Insulin Effective and Accepted in Newly Diagnosed Type 2s

Insulin therapy is often resisted by people newly diagnosed with Type 2 diabetes because of fears of weight gain, low blood glucose (hypoglycemia), and a declining quality of life. But according to research recently published in the journal Diabetes Care, insulin-based treatment is safe, effective, and well tolerated in those newly diagnosed with Type 2 diabetes, and additionally it does not cause greater weight gain or more episodes of low blood glucose than oral diabetes treatments.


To evaluate the willingness of people newly diagnosed with Type 2 diabetes to take insulin and their quality of life while using it, researchers enrolled at 58 people ages 21–70 who had been diagnosed with Type 2 diabetes in the previous two months in a study. For the first three months of the study, all of the participants were prescribed a regimen of insulin and metformin (brand name Glucophage and others). At the three-month mark, half of the participants were randomly assigned to continue taking insulin and metformin while the other half were switched to a combination of the oral medicines metformin, pioglitazone (Actos), and glyburide (DiaBeta, Glynase, Micronase).

Twenty-four people in the insulin group and 21 people in the oral treatment group completed the three-year study. Of those assigned to the insulin-based treatment, 93% followed the prescribed therapy, while 90% in the oral drugs group adhered to taking the trio of prescribed medicines. Both regimens reduced the participants’ HbA1c (an indicator of blood glucose control over the previous 2–3 months) levels to roughly 6%.

Overall, 55 of the 58 original participants had at least one episode of low blood glucose. The researchers found that those taking the insulin and metformin combination experienced fewer episodes of hypoglycemia and had significantly less weight gain than those on the oral drug regimen. Those in the insulin treatment group also reported a high level of satisfaction with the insulin therapy.
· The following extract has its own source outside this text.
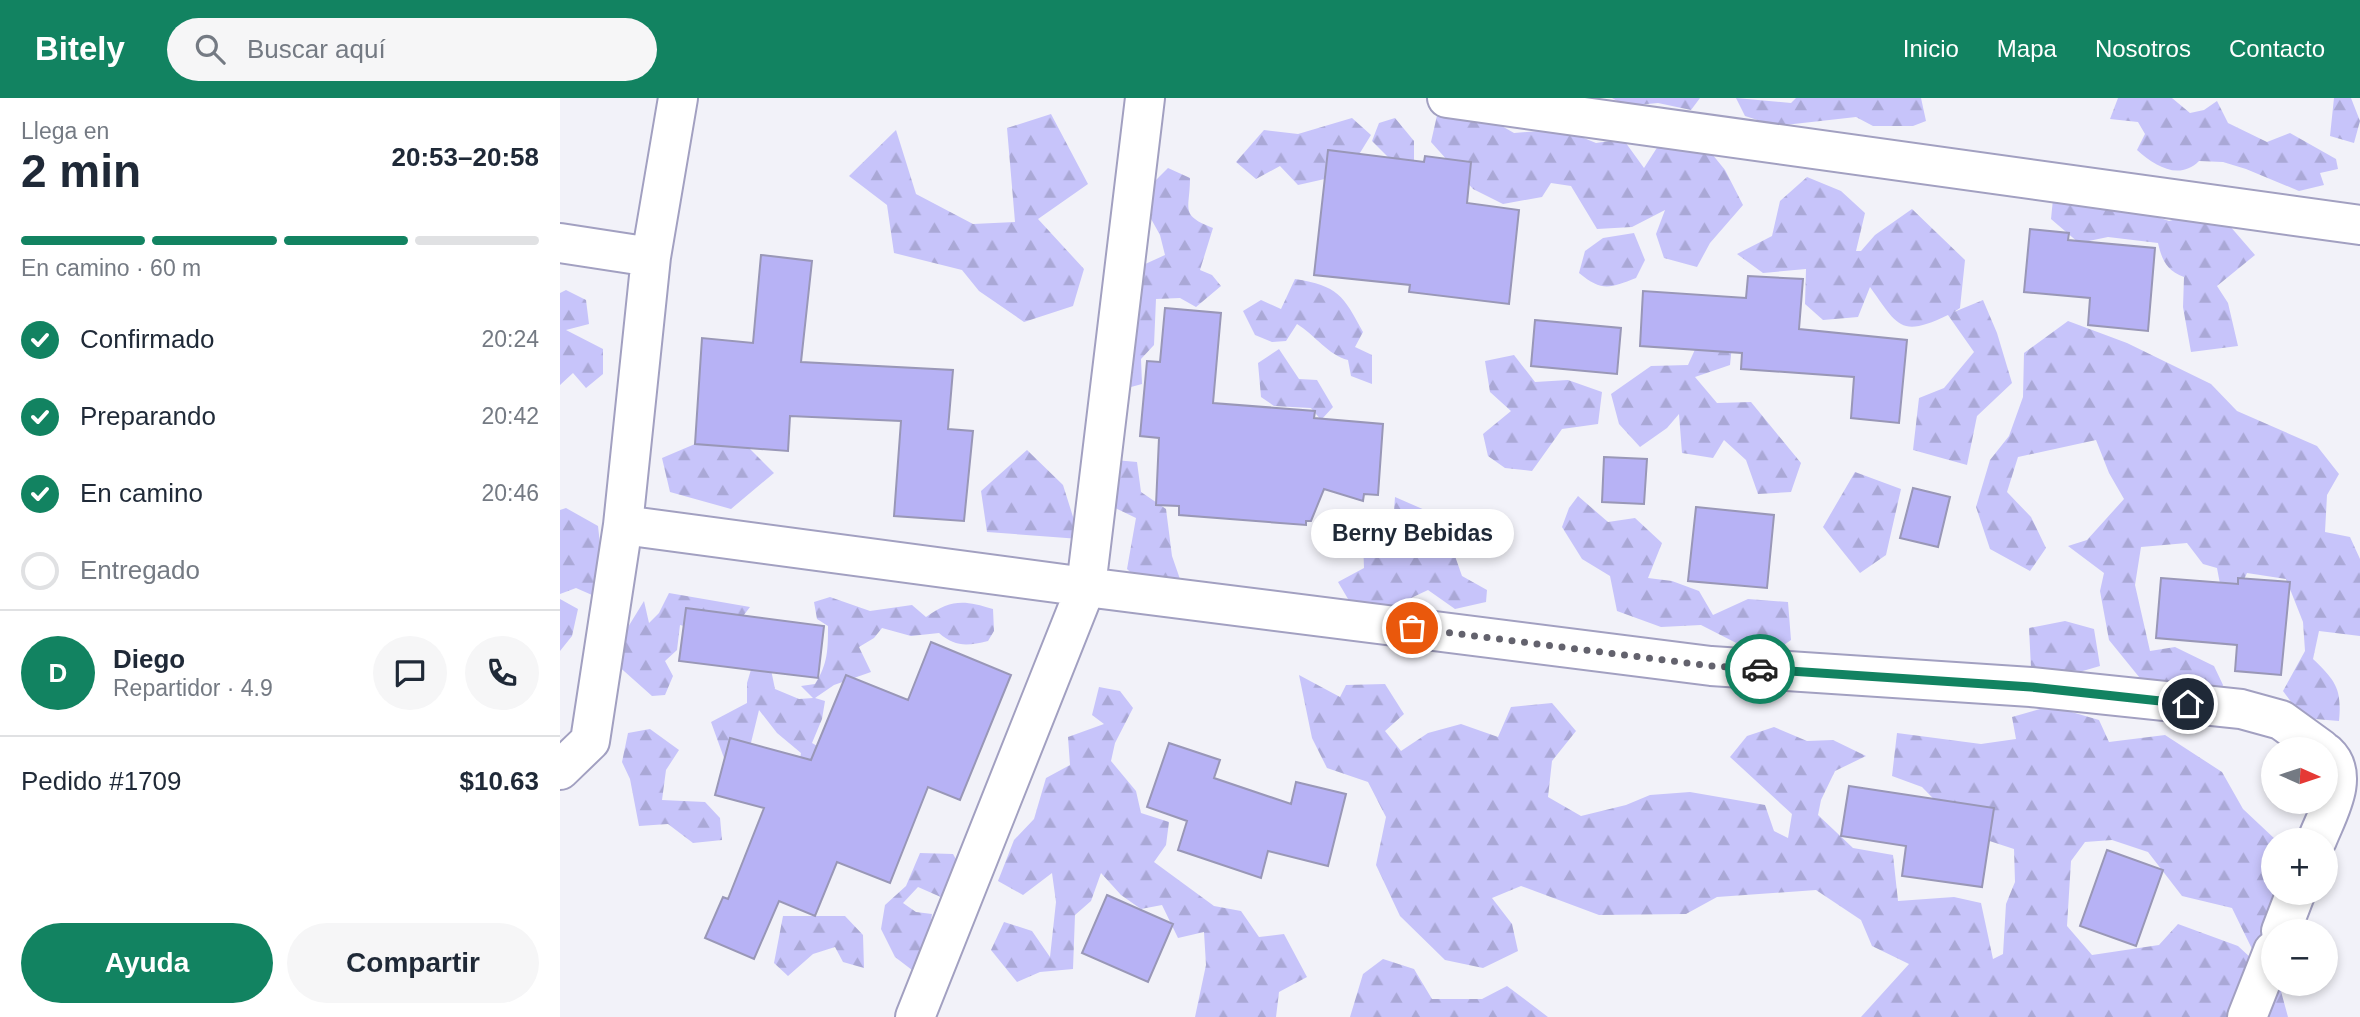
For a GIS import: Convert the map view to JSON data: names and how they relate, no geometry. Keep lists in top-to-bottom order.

According to lead study author Ildiko Lingvay, MD, MPH, MSc, “There is a myth out in the community…that insulin is the last resort and that somebody started on insulin is going to die. We as physicians are responsible for teaching the patient that that’s not the case.”

For more information, read “Physicians Bust Myths About Insulin” or see the study in Diabetes Care. And to learn more about insulin therapy for people with Type 2 diabetes, check out “Type 2 Diabetes and Insulin: Getting Started.”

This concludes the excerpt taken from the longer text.